- **What to produce**
Please reproduce the full set of data below exactly.

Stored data
[Start of Attachment]
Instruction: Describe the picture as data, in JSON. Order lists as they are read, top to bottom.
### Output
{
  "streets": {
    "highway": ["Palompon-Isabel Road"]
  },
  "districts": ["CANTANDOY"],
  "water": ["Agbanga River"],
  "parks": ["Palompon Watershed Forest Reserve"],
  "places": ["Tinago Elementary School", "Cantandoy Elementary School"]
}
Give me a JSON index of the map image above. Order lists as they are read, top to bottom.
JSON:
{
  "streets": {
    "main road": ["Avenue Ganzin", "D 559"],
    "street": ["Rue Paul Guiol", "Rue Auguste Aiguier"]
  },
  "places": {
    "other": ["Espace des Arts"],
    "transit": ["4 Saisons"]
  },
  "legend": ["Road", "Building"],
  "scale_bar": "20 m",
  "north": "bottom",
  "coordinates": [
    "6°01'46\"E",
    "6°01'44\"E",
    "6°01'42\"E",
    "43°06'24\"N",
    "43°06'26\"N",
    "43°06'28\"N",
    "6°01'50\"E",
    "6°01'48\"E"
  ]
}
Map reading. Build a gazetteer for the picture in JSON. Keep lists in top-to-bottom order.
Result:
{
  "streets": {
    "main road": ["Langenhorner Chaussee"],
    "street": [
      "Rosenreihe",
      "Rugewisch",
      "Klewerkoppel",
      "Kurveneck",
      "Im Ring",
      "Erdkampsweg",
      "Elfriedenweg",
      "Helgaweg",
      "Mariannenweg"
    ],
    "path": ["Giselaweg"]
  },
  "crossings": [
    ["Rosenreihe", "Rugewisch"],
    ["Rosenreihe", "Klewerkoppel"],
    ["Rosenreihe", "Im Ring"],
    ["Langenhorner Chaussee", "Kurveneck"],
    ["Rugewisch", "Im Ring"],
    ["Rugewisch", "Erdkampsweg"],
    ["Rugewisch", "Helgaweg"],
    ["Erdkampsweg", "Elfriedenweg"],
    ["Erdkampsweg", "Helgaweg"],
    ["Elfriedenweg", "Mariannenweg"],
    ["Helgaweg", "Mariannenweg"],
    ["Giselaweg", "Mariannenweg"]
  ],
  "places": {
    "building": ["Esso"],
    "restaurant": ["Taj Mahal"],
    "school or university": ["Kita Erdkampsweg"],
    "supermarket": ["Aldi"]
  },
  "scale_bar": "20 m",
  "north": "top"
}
[End of Attachment]
- **Result**
Instruction: Describe the picture as data, in JSON. Order lists as they are read, top to bottom.
### Output
{
  "streets": {
    "highway": ["Palompon-Isabel Road"]
  },
  "districts": ["CANTANDOY"],
  "water": ["Agbanga River"],
  "parks": ["Palompon Watershed Forest Reserve"],
  "places": ["Tinago Elementary School", "Cantandoy Elementary School"]
}
Give me a JSON index of the map image above. Order lists as they are read, top to bottom.
JSON:
{
  "streets": {
    "main road": ["Avenue Ganzin", "D 559"],
    "street": ["Rue Paul Guiol", "Rue Auguste Aiguier"]
  },
  "places": {
    "other": ["Espace des Arts"],
    "transit": ["4 Saisons"]
  },
  "legend": ["Road", "Building"],
  "scale_bar": "20 m",
  "north": "bottom",
  "coordinates": [
    "6°01'46\"E",
    "6°01'44\"E",
    "6°01'42\"E",
    "43°06'24\"N",
    "43°06'26\"N",
    "43°06'28\"N",
    "6°01'50\"E",
    "6°01'48\"E"
  ]
}
Map reading. Build a gazetteer for the picture in JSON. Keep lists in top-to-bottom order.
Result:
{
  "streets": {
    "main road": ["Langenhorner Chaussee"],
    "street": [
      "Rosenreihe",
      "Rugewisch",
      "Klewerkoppel",
      "Kurveneck",
      "Im Ring",
      "Erdkampsweg",
      "Elfriedenweg",
      "Helgaweg",
      "Mariannenweg"
    ],
    "path": ["Giselaweg"]
  },
  "crossings": [
    ["Rosenreihe", "Rugewisch"],
    ["Rosenreihe", "Klewerkoppel"],
    ["Rosenreihe", "Im Ring"],
    ["Langenhorner Chaussee", "Kurveneck"],
    ["Rugewisch", "Im Ring"],
    ["Rugewisch", "Erdkampsweg"],
    ["Rugewisch", "Helgaweg"],
    ["Erdkampsweg", "Elfriedenweg"],
    ["Erdkampsweg", "Helgaweg"],
    ["Elfriedenweg", "Mariannenweg"],
    ["Helgaweg", "Mariannenweg"],
    ["Giselaweg", "Mariannenweg"]
  ],
  "places": {
    "building": ["Esso"],
    "restaurant": ["Taj Mahal"],
    "school or university": ["Kita Erdkampsweg"],
    "supermarket": ["Aldi"]
  },
  "scale_bar": "20 m",
  "north": "top"
}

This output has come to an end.